In the lunch line I saw Soren a few feet ahead of me. I excused myself in line and came up next to him. “Hey Soren. What the heck is up with Jay? He bolted out of first period superfast.”
“I don’t know Brogen, maybe he had to take a leak,” he suggested jokingly. “Listen, it’s not my deal, I can’t tell you anything, if you wanna’ know what’s up with Jay, you’re gonna’ have to ask him yourself. Not trying to be mean, it’s just not my deal to tell.” So there was something going on.
“Thanks and sorry to put you in the middle.”

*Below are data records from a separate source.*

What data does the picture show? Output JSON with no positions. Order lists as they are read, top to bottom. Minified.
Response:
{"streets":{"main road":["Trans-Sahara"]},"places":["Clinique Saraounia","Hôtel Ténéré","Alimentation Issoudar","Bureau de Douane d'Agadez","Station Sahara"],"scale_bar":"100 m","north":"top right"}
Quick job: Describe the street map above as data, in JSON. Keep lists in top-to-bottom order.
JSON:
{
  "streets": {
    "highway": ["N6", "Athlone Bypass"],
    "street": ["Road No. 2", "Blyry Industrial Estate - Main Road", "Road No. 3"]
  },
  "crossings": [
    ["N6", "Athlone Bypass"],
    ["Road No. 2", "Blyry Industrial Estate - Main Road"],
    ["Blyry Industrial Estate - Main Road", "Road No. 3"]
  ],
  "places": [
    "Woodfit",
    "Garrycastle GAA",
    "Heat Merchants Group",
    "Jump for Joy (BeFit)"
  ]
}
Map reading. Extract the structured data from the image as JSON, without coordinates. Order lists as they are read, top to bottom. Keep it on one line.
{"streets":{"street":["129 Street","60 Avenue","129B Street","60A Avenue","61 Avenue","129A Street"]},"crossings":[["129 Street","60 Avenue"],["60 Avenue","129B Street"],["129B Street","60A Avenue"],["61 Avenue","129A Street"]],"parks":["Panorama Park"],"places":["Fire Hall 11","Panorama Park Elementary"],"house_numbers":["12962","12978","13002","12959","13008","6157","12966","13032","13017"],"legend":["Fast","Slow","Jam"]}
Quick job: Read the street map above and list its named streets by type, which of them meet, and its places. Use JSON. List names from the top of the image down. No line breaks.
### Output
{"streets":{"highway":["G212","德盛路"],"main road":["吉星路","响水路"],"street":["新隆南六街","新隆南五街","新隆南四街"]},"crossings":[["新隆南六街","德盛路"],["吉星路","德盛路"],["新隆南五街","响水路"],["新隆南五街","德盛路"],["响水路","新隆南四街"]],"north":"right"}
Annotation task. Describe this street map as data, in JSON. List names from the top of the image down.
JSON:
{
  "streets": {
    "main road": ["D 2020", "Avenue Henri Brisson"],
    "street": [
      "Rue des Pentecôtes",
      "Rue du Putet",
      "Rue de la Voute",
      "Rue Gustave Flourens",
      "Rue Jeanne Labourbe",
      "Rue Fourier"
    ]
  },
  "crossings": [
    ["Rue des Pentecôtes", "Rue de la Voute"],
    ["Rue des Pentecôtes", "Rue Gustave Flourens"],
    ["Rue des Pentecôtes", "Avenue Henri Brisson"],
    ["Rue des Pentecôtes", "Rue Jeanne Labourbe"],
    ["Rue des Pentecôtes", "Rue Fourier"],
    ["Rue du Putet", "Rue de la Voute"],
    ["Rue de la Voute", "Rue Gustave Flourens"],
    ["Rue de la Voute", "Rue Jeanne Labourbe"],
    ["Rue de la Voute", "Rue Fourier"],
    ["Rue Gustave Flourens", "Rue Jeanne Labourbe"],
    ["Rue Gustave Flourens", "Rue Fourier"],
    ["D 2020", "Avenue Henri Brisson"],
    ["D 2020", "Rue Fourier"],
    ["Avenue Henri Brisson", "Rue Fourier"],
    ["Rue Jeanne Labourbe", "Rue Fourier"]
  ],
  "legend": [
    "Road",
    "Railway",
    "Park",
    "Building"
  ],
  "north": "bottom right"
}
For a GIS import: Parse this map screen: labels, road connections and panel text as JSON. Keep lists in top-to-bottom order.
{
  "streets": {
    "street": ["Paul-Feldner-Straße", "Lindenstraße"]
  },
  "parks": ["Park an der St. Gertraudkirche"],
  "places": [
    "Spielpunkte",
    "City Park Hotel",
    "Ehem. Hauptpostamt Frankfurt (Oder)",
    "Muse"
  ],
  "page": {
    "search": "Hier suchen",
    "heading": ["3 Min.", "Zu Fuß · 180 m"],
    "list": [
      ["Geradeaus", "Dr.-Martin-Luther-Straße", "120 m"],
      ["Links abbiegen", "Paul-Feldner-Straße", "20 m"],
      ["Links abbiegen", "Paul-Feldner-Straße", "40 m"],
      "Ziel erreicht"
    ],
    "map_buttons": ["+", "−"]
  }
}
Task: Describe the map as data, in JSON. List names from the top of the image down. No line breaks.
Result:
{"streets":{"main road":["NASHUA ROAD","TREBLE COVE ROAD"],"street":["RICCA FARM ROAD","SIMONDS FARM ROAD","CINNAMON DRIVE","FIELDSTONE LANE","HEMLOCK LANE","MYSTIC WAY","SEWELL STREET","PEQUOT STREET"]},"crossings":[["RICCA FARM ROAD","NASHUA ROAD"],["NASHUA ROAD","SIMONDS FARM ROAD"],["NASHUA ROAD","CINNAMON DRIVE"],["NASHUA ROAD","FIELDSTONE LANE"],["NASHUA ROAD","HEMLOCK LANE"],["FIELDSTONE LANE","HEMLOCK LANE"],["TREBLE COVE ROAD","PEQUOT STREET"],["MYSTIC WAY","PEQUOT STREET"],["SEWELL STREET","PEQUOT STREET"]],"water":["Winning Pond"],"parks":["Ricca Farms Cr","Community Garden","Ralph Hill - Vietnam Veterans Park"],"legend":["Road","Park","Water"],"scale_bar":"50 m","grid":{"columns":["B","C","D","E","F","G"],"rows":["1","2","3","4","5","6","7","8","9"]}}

I never saw Jay at lunch, but I did see him later in the day at his locker. I knew there was a swim meet after school so I called my mom to tell her I was attending it and would be home later. I packed up my bag and went to the restroom before heading to the aquatic building. I grabbed a seat near the floor so I could chat with Jay if the chance arose. But Jay wasn’t at the meet. I pulled one of his teammates aside and asked if they knew where he was. The swimmer said Jay quit the team earlier that day. What the heck? I walked home and found myself alone. Mom had patients tonight so I heated some leftovers and watched tv. I stared blankly at the screen and searched my mind for what could have happened to Jay. He went for some tests but he looked healthy, even swam on the school team, he’s not a troublemaker… Why would he quit the team? Maybe something happened to his dad? Ugh, I wish Soren would just tell me, or Jay would sit still long enough for me to ask him.